Gabrielle Van Pelt, 23 anos, ganhou notoriedade esta semana, depois de atirar um ovo no deputado federal Jair Bolsonaro (PEN), e o chamar de homofóbico, durante visita a Ribeirão Preto, no interior de São Paulo. O vídeo, divulgado nas redes sociais, viralizou e virou assunto em todo o país.

Depois disso, seguidores de Bolsonaro acionaram o Facebook da garota e passaram a enviar centenas de mensagens nas postagens bem ao estilo dos bolsominions, ou seja, no mínimo, mal-educadas. Até a madrugada de ontem, já passavam de seis mil comentários na página de Gabrielle.

Mensagens do tipo “Incitando o ódio esquerdinhas … as feminazis querem extinguir os homens da terra e abortar as crianças kkk e nos incitamos o ódio sai daí”; “Ela parece um bicho de goiaba. …só gays lésbicas e bandidos não gostam de BOLSONARO”; “Esquerdopata inútil, repugnante, tipo de pessoa que nunca estudou na vida, vive fumando maconha e tomando borrachada da polícia”; “O erro do Ustra foi ter torturado e não matado esses comunas imundos.

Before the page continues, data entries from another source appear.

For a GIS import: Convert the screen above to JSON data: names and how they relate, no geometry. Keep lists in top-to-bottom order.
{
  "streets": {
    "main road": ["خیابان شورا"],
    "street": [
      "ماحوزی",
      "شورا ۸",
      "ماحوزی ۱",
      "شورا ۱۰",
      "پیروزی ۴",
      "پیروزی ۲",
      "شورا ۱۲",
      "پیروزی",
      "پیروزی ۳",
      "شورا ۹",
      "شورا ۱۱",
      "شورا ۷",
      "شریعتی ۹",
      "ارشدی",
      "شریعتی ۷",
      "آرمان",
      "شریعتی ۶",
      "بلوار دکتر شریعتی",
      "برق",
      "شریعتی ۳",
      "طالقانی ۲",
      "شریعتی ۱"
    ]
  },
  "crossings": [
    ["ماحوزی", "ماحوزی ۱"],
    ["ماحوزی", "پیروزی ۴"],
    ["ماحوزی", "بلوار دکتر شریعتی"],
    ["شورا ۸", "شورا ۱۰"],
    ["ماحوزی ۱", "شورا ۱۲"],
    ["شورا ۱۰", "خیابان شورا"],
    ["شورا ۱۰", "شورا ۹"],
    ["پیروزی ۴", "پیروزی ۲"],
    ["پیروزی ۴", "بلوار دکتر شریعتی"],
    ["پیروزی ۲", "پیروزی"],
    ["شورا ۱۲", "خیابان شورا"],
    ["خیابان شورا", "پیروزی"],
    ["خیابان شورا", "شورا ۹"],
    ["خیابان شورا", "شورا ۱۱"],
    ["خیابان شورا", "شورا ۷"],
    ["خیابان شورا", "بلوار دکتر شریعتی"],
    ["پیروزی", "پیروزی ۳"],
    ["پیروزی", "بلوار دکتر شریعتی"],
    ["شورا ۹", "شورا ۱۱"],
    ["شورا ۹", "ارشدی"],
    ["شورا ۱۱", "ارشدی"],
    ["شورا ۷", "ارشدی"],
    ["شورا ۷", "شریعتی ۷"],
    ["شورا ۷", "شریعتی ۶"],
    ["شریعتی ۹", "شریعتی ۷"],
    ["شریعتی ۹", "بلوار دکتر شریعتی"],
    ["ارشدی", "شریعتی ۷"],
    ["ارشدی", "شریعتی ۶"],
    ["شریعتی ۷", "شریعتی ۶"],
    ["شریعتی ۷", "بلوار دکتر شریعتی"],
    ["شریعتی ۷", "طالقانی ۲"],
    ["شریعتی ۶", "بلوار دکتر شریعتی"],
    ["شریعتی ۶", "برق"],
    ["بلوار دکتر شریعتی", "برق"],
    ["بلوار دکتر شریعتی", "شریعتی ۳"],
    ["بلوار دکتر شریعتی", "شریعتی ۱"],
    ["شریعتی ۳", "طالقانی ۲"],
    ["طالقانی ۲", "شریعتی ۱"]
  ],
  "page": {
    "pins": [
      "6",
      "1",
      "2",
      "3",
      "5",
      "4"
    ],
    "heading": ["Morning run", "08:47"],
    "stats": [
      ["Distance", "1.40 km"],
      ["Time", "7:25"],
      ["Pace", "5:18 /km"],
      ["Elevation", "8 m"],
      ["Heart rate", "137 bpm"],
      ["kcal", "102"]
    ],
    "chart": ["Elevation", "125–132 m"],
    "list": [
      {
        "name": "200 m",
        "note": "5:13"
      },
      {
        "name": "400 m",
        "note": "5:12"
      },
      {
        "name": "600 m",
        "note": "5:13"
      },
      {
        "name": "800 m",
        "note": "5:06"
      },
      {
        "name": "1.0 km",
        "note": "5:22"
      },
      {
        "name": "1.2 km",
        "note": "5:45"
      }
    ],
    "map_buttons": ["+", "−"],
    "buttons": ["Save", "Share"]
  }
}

Que querem destruir o Brasil. E fazem a cabeça de muitos acéfalos”; para não citar as realmente impublicáveis.

No entanto, apesar do ataque do exército de bolsominios, a grande maioria dos comentários e mensagens na página de Gabrielle são de apoio e criticando o deputado e sua retórica de ódio. Aliás, um dos seus seguidores colocou a foto da garota em sua página do Facebook e fez a seguinte pergunta: “Pessoal, foi essa quenga, jumenta, maconheira, terrorista que atirou ovo no NOSSO futuro presidente do Brasil 2018, Jair Messias Bolsonaro. O que ela merece?”. O tiro saiu pela culatra, pois os elogios a Gabrielle foram tantos que o bolsominio preferiu apagar a publicação.